WHAT IS EXPECTED: Please state how many lines of the records hold the string "strokeStyle", giving nothing but the number.
---- INFORMATION SHOWN
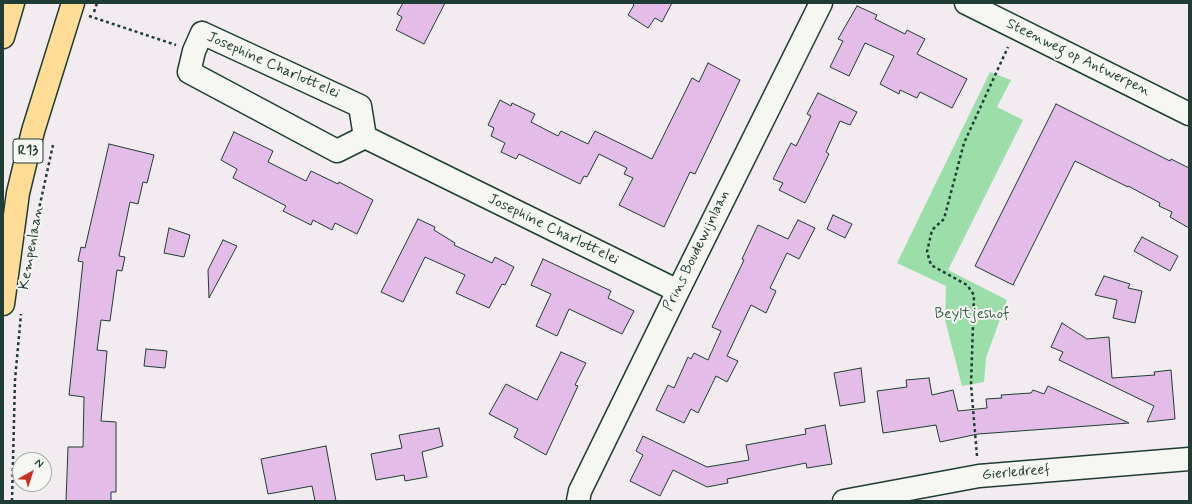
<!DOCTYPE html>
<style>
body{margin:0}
#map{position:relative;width:1192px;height:504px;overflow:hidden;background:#f2ebf0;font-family:Mynerve,sans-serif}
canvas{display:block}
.frame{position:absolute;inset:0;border:4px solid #1f3d34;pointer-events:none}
.north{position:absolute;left:12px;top:452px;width:40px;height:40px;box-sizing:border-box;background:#f6f6f2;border:1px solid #a0aca6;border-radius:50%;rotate:39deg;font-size:11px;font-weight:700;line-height:16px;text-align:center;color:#1f3d34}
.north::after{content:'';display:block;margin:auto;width:14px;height:18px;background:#c8321e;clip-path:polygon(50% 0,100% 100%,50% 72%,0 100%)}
</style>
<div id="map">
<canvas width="1192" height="504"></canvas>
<div class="frame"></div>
<div class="north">N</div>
</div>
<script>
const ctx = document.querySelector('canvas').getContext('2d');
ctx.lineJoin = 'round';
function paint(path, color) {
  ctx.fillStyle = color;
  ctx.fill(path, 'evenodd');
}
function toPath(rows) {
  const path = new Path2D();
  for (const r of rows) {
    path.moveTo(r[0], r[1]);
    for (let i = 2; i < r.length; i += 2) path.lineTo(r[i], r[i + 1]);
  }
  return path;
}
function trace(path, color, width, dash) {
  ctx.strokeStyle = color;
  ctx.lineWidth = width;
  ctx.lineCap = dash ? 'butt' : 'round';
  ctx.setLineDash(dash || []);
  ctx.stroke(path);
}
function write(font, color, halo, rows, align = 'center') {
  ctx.font = font + ' Mynerve,sans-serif';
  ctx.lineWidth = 4;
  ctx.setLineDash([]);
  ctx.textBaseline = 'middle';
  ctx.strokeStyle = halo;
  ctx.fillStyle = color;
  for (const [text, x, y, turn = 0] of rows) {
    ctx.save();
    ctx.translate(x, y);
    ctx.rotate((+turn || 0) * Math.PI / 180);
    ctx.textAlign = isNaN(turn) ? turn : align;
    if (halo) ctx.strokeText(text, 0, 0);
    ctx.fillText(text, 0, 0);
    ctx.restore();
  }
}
paint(toPath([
 [990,72,1011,80,997,107,1023,120,948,270,1007,300,986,358,984,382,962,386,945,320,946,286,897,263]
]), '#9cdea9');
const building = toPath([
 [403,3,445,3,424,44,396,30,402,17,397,14,403,3],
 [632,3,672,3,662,22,655,18,648,28,628,15,634,5,632,3],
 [857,6,877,15,875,19,905,34,907,30,925,39,917,54,967,79,952,108,920,92,917,98,900,90,899,94,880,84,894,56,865,43,849,76,830,67,843,41,838,39,857,6],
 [708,63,740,80,695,174,690,172,664,227,619,205,633,178,624,174,627,168,599,154,587,177,584,176,580,184,519,154,516,159,501,152,505,143,491,136,494,128,488,125,500,100,511,106,512,103,535,114,531,122,558,136,561,131,588,144,595,131,652,159,692,78,699,82,708,63],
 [818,93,857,112,850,125,840,121,826,152,829,154,805,203,779,190,783,183,773,179,791,143,796,146,811,116,807,114,818,93],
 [1056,104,1170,161,1171,159,1189,168,1189,228,1170,217,1172,212,1159,206,1160,203,1128,186,1128,187,1075,161,1013,285,975,266,1056,104],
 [234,132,273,151,268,162,306,181,311,171,338,184,339,182,373,200,357,234,335,223,332,230,313,220,311,225,283,211,286,206,233,178,237,169,221,160,234,132],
 [109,144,154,155,147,183,143,182,138,204,130,202,119,256,125,257,122,271,117,270,110,321,101,320,97,350,107,351,101,421,116,422,116,492,111,492,111,501,66,501,68,447,83,447,84,397,69,395,83,262,78,261,81,247,85,248,109,144],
 [833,215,852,224,845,238,827,229,833,215],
 [418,219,435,227,434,230,455,243,454,245,492,263,495,257,514,267,505,285,502,284,489,308,456,293,465,275,425,257,403,302,381,292,418,219],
 [798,220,815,228,799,259,787,253,770,288,776,291,766,313,751,305,727,356,738,361,727,382,716,376,698,413,691,409,684,423,656,410,668,385,674,388,688,357,691,359,694,353,708,360,721,331,712,327,744,260,742,259,758,225,788,239,798,220],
 [169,228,190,235,184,257,164,253,169,228],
 [1142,237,1178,256,1170,271,1134,251,1142,237],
 [223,240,237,246,209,298,208,270,223,240],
 [543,259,611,291,608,298,634,311,622,334,569,309,557,336,536,326,551,294,531,285,543,259],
 [1104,276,1130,284,1128,288,1142,291,1135,323,1113,318,1117,300,1095,295,1104,276],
 [1062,323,1087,339,1109,337,1112,378,1155,375,1154,372,1171,370,1175,419,1147,422,1154,406,1059,360,1063,352,1051,347,1062,323],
 [146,349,167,351,165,368,144,366,146,349],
 [561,352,586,363,575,385,578,386,546,455,514,437,518,429,489,414,506,384,537,400,561,352],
 [861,368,865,402,840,406,834,373,861,368],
 [929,378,932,395,953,390,958,411,987,408,986,399,1002,398,1001,395,1031,393,1033,390,1044,394,1048,386,1129,423,978,434,940,442,936,425,883,433,877,391,907,387,906,380,929,378],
 [825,425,832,464,807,468,806,463,727,479,728,483,707,487,673,470,660,496,630,481,643,455,636,451,643,436,707,467,749,460,746,445,806,434,805,429,825,425],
 [439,428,443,446,422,452,427,477,405,481,404,475,376,480,371,454,402,448,399,435,439,428],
 [326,446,336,501,315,501,312,486,268,494,261,459,326,446]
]);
paint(building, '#e3bde7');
trace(building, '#1f3d34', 1);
const minor = toPath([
 [966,3,1189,114],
 [202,33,360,106,365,137,337,151,189,72,194,51,202,33],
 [365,137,678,291],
 [578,501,580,491,678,291,821,3],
 [844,501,979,476,1189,459]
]);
const major = toPath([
 [3,37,13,3],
 [3,304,18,193,33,131,73,3]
]);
trace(minor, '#1f3d34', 25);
trace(major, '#1f3d34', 25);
trace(toPath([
 [94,12,97,3],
 [89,16,176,45],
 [37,218,53,145],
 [977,456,971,385,974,295,967,285,931,265,927,252,932,230,944,219,964,143,1008,47],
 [12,501,15,380,21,314]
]), '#1f3d34', 2.5, [3, 3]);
trace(minor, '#f6f6f2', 22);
trace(major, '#ffdd96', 22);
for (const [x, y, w] of [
 [28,151,30]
]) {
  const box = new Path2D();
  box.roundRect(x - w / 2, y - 12, w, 24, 3);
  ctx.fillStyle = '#f6f6f2';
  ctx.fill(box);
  trace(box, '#1f3d34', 1);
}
write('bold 14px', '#1f3d34', null, [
 ["R13",28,151]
]);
write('15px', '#1f3d34', '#f6f6f2', [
 ["Steenweg op Antwerpen",1078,58,26],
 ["Josephine Charlottelei",273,66,24],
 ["Josephine Charlottelei",553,230,26],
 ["Kempenlaan",32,248,-80],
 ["Prins Boudewijnlaan",697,251,-64],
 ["Gierledreef",1016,473,-5]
]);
write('15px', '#385d4b', '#f6f6f2', [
 ["Beyltjeshof",972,315]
]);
</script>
--------
REPLY TO THE EXERCISE: 2